While reading, I’ve learned that it’s so important to reflect on your own life and take mental notes. If you don’t take the time to think about what you’re reading in relation to the impact it will have on your own life, you may end up adopting ideas and perspectives that aren’t who you want to become.

For example, not everyone wants to wake up at 5 a.m. I tried it once and failed miserably. Sure, I could have kept going, but eventually I realized that I really had no intention of getting up that early and that’s okay. It’s better to take the time to actually understand who you want to be, then seek knowledge that doesn’t reflect that through books.

On a deep level, you may already know what you need to be doing but you’re just looking for distractions because you don’t want to do the work.

4. Be Your Own Person.

And on that note… You can take ideas from someone, but you should always think for yourself.
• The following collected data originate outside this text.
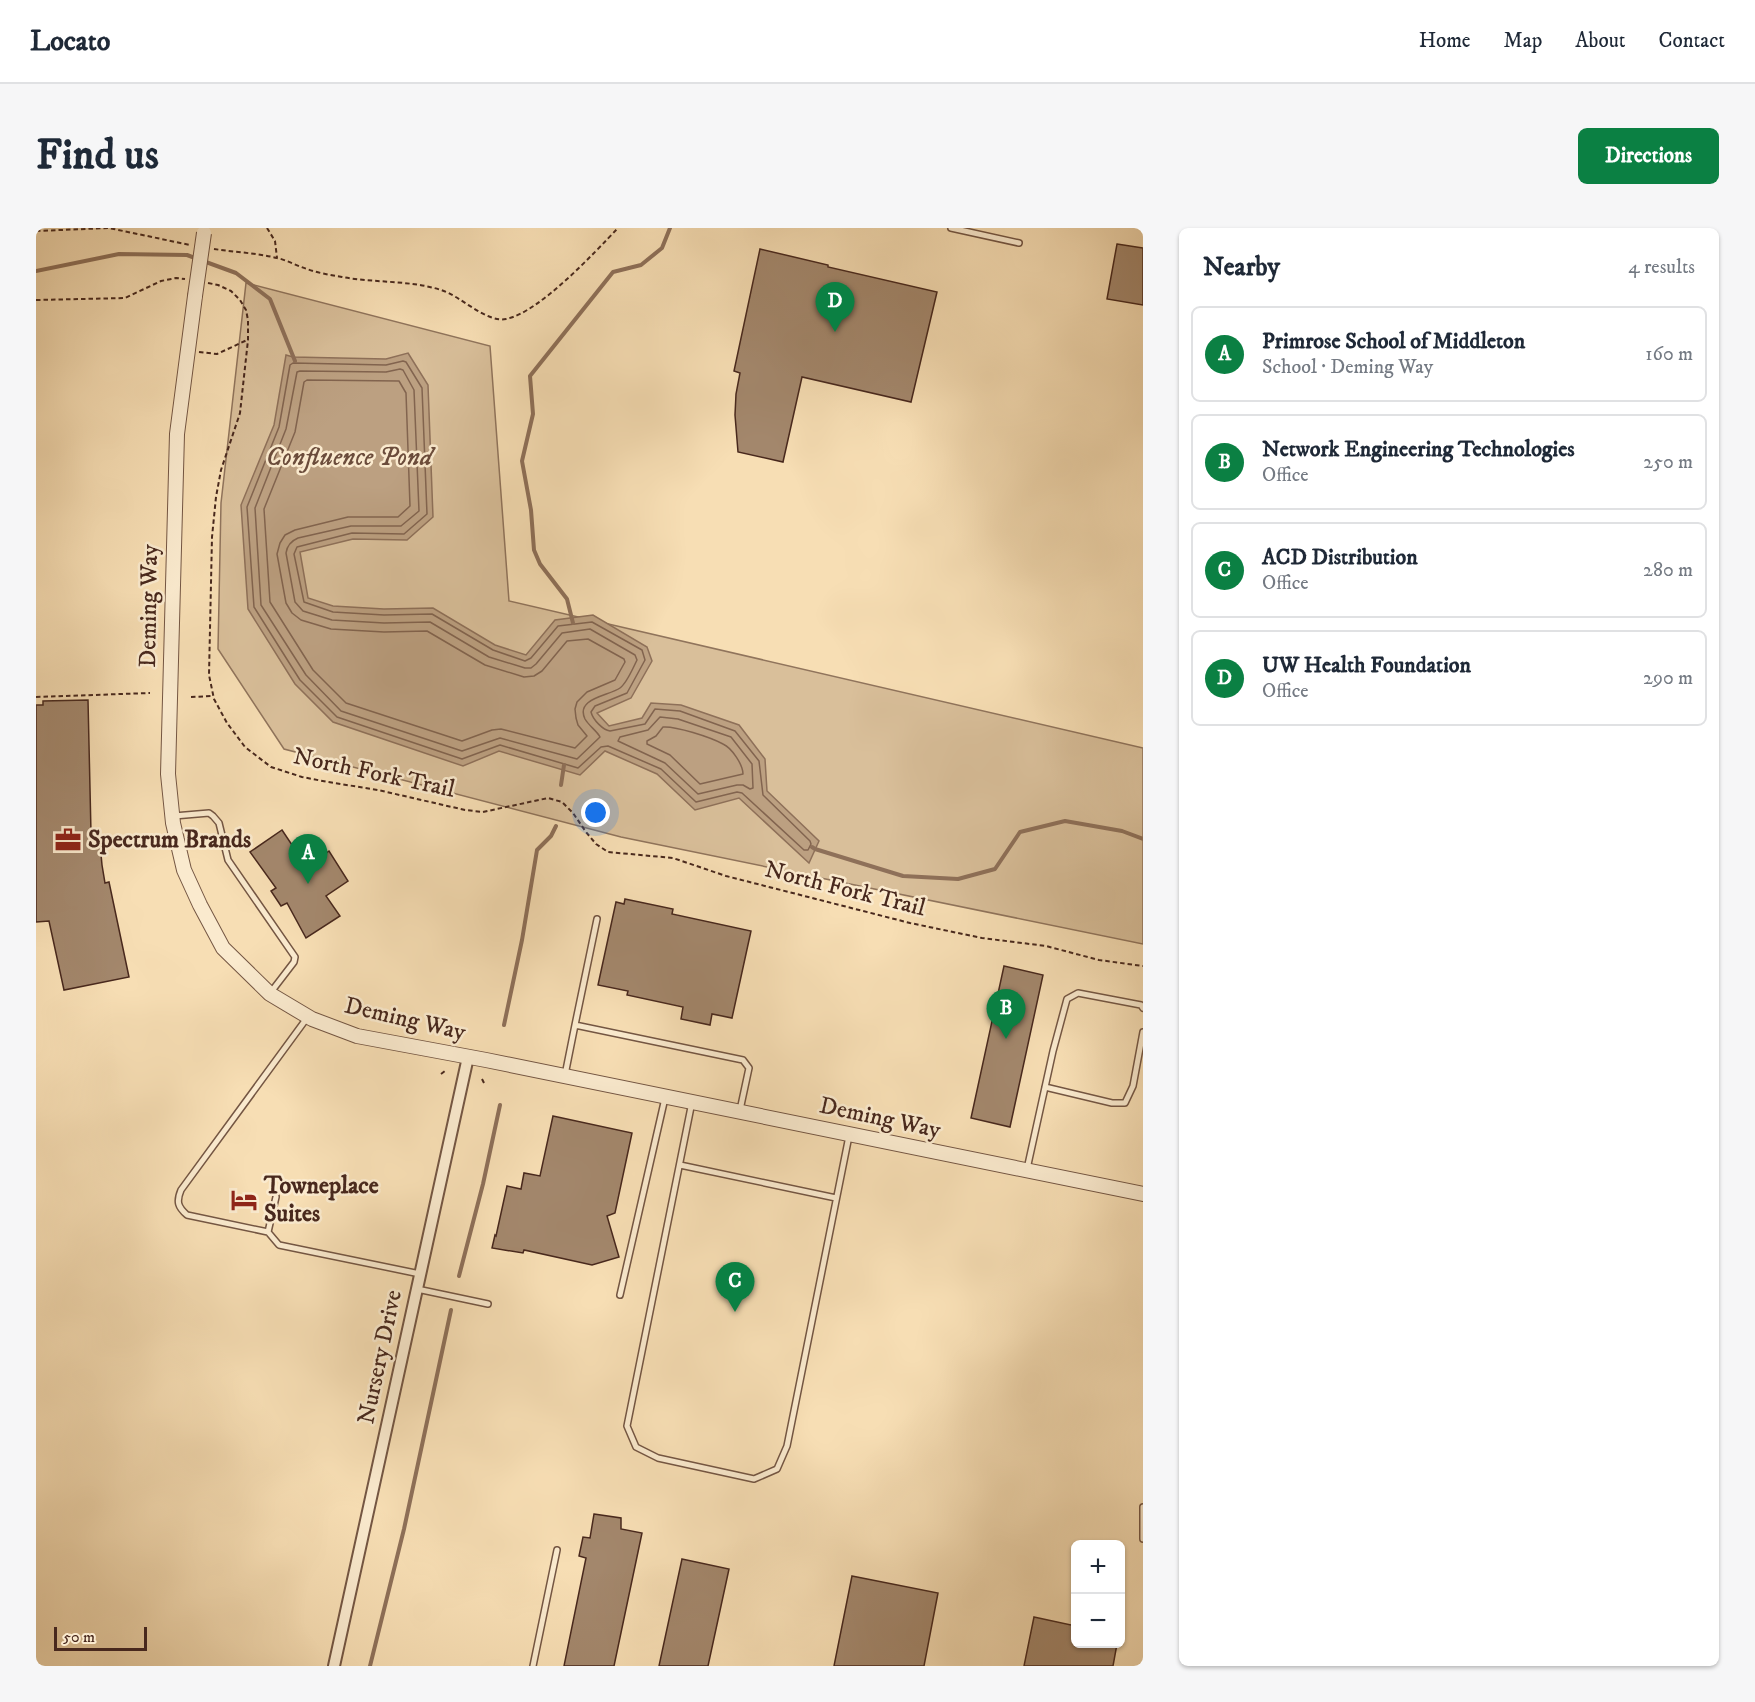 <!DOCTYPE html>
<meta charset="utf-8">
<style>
:root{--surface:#fff;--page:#f6f6f7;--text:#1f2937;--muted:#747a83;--line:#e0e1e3;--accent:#0b8043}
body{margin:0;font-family:"IM FELL DW Pica",serif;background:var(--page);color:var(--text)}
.controls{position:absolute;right:18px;bottom:18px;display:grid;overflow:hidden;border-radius:9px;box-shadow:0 2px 4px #0004}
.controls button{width:54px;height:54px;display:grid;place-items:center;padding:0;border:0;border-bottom:2px solid var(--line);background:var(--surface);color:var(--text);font:30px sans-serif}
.scale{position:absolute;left:18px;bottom:15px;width:93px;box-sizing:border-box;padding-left:6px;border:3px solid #48281d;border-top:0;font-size:16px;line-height:21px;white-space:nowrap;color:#48281d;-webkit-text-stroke:4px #faeace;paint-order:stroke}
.you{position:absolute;left:560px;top:585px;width:21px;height:21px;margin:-15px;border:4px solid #fff;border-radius:50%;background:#1a73e8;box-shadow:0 0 0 9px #1a73e833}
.badge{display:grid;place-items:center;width:39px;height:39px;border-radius:50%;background:var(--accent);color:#fff;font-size:20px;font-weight:700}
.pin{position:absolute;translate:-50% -50px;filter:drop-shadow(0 2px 3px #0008)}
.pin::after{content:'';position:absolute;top:32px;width:21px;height:18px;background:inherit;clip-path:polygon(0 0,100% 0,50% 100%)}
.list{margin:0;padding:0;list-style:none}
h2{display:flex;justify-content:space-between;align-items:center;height:78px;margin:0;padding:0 24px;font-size:26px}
h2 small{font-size:20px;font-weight:400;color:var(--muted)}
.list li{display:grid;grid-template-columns:39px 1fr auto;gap:18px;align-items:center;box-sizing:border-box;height:96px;margin:0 12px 12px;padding:0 12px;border:2px solid var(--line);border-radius:9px}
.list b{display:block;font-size:22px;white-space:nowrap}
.list p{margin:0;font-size:20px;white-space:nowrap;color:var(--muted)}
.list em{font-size:20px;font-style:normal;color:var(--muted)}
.map{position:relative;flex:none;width:1107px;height:1438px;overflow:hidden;border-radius:9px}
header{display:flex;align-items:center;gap:36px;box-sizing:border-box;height:84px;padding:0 30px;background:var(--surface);border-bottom:2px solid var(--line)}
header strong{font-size:28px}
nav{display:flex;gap:33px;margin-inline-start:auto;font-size:21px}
.intro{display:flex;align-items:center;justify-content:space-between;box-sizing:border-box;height:144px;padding:0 36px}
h1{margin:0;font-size:42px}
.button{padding:15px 27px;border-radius:9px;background:var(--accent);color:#fff;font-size:21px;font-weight:700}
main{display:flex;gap:36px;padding:0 36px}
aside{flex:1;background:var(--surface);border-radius:9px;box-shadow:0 2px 4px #0004}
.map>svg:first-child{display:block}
.green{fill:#d9bf9a;stroke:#90745c;stroke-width:1.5}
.water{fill:#bca081;stroke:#8e7059;stroke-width:1.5}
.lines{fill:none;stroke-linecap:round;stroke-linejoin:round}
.shore{stroke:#82644f;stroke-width:1.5}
.stream{stroke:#8e7059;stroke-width:4}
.building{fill:#a3876c;stroke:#48281d;stroke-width:1.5}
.service-casing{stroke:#745643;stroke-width:8}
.minor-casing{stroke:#745643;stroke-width:14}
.tertiary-casing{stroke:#745643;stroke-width:16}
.path{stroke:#48281d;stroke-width:2;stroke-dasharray:4.5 3;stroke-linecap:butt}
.service{stroke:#faeace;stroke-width:5}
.minor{stroke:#faeace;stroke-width:10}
.tertiary{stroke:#faeace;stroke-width:14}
.tertiary-bridge-casing{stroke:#745643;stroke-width:16;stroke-linecap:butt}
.tertiary-bridge{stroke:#faeace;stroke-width:14}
.labels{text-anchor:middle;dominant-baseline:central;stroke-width:5;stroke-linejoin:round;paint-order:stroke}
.street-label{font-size:24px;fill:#48281d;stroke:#faeace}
.poi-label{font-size:24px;font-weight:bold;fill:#48281d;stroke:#faeace;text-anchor:start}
.water-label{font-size:26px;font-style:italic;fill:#6b4c3b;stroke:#faeace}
</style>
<header>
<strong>Locato</strong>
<nav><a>Home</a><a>Map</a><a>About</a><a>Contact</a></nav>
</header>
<div class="intro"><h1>Find us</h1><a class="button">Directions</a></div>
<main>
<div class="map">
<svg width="1107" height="1438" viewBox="0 0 1107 1438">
<rect width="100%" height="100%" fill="#f7deb4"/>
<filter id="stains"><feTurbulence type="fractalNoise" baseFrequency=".00333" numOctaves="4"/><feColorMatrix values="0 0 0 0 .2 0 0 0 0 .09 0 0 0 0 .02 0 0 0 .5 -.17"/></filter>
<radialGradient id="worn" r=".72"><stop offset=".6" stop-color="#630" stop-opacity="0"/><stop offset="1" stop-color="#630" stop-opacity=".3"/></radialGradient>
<!-- green -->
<path class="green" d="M210 55 454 118 473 373 1107 520V716L585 609 248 521 182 421 185 275Z"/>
<!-- water -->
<path class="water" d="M372 125 392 157 397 289 371 312 317 311 264 324 272 370 297 378 348 381 397 380 459 417 490 427 519 392 557 387 611 419 616 433 595 470 561 485 573 498 606 490 615 475 645 477 703 497 729 531 731 563 783 613 773 635 703 570 659 582 621 546 569 523 544 547 463 523 427 538 297 494 259 456 212 381 205 277 238 197 250 127 257 129 350 131Z"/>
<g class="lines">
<!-- shore -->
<path class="shore" d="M367 133 370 134 386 160 391 286 368 306 316 305 261 319 258 326 268 374 297 384 348 387 396 386 457 422 489 433 495 430 522 398 556 394 606 422 609 432 591 465 559 478 555 484C557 492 567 502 574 503L609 496 619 481 644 483 699 503 723 533 727 567 774 613 775 616 772 622H768L706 565 701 564 660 574 625 541 572 518 565 519 542 540 464 517 426 531 301 489 264 452 218 379 211 279 243 199 254 137 257 135 350 137Z
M364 141 367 142 378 162 383 283 365 298H315L262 310C255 313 251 318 250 325L259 374 267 383 296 392 348 395 394 394 453 429 489 440H495L500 436 526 405 554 401 599 427 601 432C597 440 591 455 584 460 573 468 539 470 549 491 553 498 561 503 564 509L541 531 464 510 426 523 305 483 270 447 225 377 219 280 250 201 261 144 264 143 350 144Z
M271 152 363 153 370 165 374 278 362 289H312L259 302 249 307 244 315 241 326 250 375 256 385 265 392 295 401 348 404 391 403 449 437 488 449 498 448 506 443 531 413 552 411 588 431 589 434 579 452 551 464 541 474 539 481 540 490 542 497 551 508 539 520 465 501 456 502 426 513 310 475 277 442 234 374 228 281 259 204 268 154Z
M624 489 642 491 695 509 716 536 717 560 714 561 707 557H701L662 566 629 535 582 513 584 509 612 502Z
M627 499C640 498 674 509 687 516 696 520 707 537 707 546L664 556 634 527 611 516V513L620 508Z"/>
<!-- stream -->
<path class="stream" d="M0 43 83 26 151 27 200 45 234 71 259 133
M537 395 531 371 504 336 498 322 495 282 486 233 497 186 494 148 577 44 605 37 626 20 634 0
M525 557 528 537
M776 619 779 621 867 648 922 651 959 641 984 604 1029 593 1086 603 1107 611
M468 797 486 712 501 622 515 608 520 598
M423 1048 447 956 464 877
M334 1438 368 1301 415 1082"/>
</g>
<!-- building -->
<path class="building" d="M1081 16 1107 20V77L1071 71Z
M724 21 792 37V39L901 64 875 174 766 149 747 234 702 224 699 187 700 166 704 145 698 143Z
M52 472 55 605H63L66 637 69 655 73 654 93 749 28 762 13 693 0 694V477H7V473Z
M246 602 258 620 270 613 277 623 281 621 286 628 293 623 312 653 290 668 304 688 270 710 251 675 245 678 235 663 240 660 214 624Z
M589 671 637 681 636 686 715 703 696 790 676 786 674 797 645 791 647 779 591 767 592 763 562 757 580 674 588 676Z
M968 738 1007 747 974 899 935 890Z
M517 888 596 905 579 985 571 988 583 1029 556 1037 488 1022 487 1025 456 1020 459 1007 460 1008 471 958 485 961 488 945 504 948Z
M558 1286 585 1290V1301L606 1305 578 1438H528L550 1330 543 1328 547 1309 554 1310Z
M646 1331 693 1341 672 1438H623Z
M816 1348 902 1365 888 1438H798Z
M998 1389 1040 1398V1416H1081L1077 1438H988Z"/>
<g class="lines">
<!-- service casing -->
<g class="service-casing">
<path id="service" d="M915 0 983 15
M138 588 173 585 177 588 183 595 192 632 259 729 258 734 235 764
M561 691 539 797 707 832 713 840 704 882
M271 790 145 962C140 974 142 979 151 987L232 1004 243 1017 384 1046
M529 847 539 797
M1009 859 1076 875H1089L1097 858 1107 804
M656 874 591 1198 600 1219 622 1230 718 1251 741 1241 751 1218 813 908
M644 937 800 970
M991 941 1017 823 1031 771 1042 765 1105 777 1107 780
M232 1004 240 969
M381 1061 452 1076
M584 1067 629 870
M1107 1279V1311
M497 1438 521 1322"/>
</g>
<!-- minor casing -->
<g class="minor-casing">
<path id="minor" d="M298 1438 432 829"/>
</g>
<!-- tertiary casing -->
<g class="tertiary-casing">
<path id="tertiary" d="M159 68 141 206 132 546 137 595 148 642 164 677 187 720 234 766 276 791 321 808 450 832 1107 966"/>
</g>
<!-- path -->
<path class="path" d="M231 0 239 13 241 30
M0 3 73 0 154 17
M178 21C198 24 220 25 241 30 251 32 261 38 271 41 282 45 294 47 306 49 338 55 374 52 405 62 425 68 450 95 470 91 504 84 558 25 582 0
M172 55 182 57 195 63 204 72 210 82 212 92V112L204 185 185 242 180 269 176 309 173 447 178 471 191 495 209 519 235 539 266 549 292 554 342 562 429 582 447 584 512 570 526 574 537 585 550 604 560 616 572 624 637 630 690 648 874 695 946 710 1010 718 1063 732 1107 738
M0 72 89 70 125 53 140 50 149 51
M163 124 181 126 211 112
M0 469 114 465
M155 469 176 468
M405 846 409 843
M446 851 448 855"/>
<!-- service -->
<use href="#service" class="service"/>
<!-- minor -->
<use href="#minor" class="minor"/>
<!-- tertiary -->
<use href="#tertiary" class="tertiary"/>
<!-- tertiary-bridge casing -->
<g class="tertiary-bridge-casing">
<path id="tertiary-bridge" d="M159 68 168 5"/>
</g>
<!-- tertiary-bridge -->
<use href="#tertiary-bridge" class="tertiary-bridge"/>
</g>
<!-- icons -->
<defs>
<g id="office-bare" transform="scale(2.07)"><path d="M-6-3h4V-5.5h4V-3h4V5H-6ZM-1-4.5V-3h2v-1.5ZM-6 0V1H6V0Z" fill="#8f2418" stroke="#faeace" stroke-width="2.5" paint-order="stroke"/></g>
<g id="hotel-bare" transform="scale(2.07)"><path d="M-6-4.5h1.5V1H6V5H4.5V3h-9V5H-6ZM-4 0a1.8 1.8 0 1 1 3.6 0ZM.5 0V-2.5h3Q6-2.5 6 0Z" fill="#8f2418" stroke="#faeace" stroke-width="2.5" paint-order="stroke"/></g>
</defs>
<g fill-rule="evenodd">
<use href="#office-bare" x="32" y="612"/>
<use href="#hotel-bare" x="208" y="972"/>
</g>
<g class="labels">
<!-- street labels -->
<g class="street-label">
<text transform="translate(113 378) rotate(-89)">Deming Way</text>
<text transform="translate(338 545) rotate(12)">North Fork Trail</text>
<text transform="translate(809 661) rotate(14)">North Fork Trail</text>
<text transform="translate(369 791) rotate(13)">Deming Way</text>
<text transform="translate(844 890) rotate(12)">Deming Way</text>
<text transform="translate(344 1129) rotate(-78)">Nursery Drive</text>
</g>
<!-- poi labels -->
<g class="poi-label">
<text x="52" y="612">Spectrum Brands</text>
<text x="228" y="958">Towneplace<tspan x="228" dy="28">Suites</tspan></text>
</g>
<!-- water labels -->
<g class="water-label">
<text x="313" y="229">Confluence Pond</text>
</g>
</g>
<rect width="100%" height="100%" filter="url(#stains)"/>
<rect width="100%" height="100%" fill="url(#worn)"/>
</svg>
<div class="controls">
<button>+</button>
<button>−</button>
</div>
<div class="scale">50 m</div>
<div class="you"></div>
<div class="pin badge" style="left:272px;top:656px">A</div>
<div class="pin badge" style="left:970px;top:811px">B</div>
<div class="pin badge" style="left:699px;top:1084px">C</div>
<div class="pin badge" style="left:799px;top:104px">D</div>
</div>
<aside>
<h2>Nearby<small>4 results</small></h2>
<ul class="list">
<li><span class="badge">A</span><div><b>Primrose School of Middleton</b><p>School · Deming Way</p></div><em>160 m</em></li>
<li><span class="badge">B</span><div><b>Network Engineering Technologies</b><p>Office</p></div><em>250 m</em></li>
<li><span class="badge">C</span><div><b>ACD Distribution</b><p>Office</p></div><em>280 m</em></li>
<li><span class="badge">D</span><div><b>UW Health Foundation</b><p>Office</p></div><em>290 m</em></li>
</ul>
</aside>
</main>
Self-help books have a funny way of trying to convince you that their ideas are right above all else. But at the end of the day, you need to make your own decisions in your own life. Don’t get caught in a loop of thinking you need to become someone else to succeed in your life—you have the tools, now adopt them to your lifestyle.

While there’s a lesson to be learned in every book that you read, this is the gist of most. I’ve read a ton of books and learned a ton of amazing things, but over time, there has only been a few great books and a handful of great ideas that have changed my life.

There, I saved you a ton of time. Instead of procrastinating, let’s instead start building our lives instead of fantasizing about it in our minds.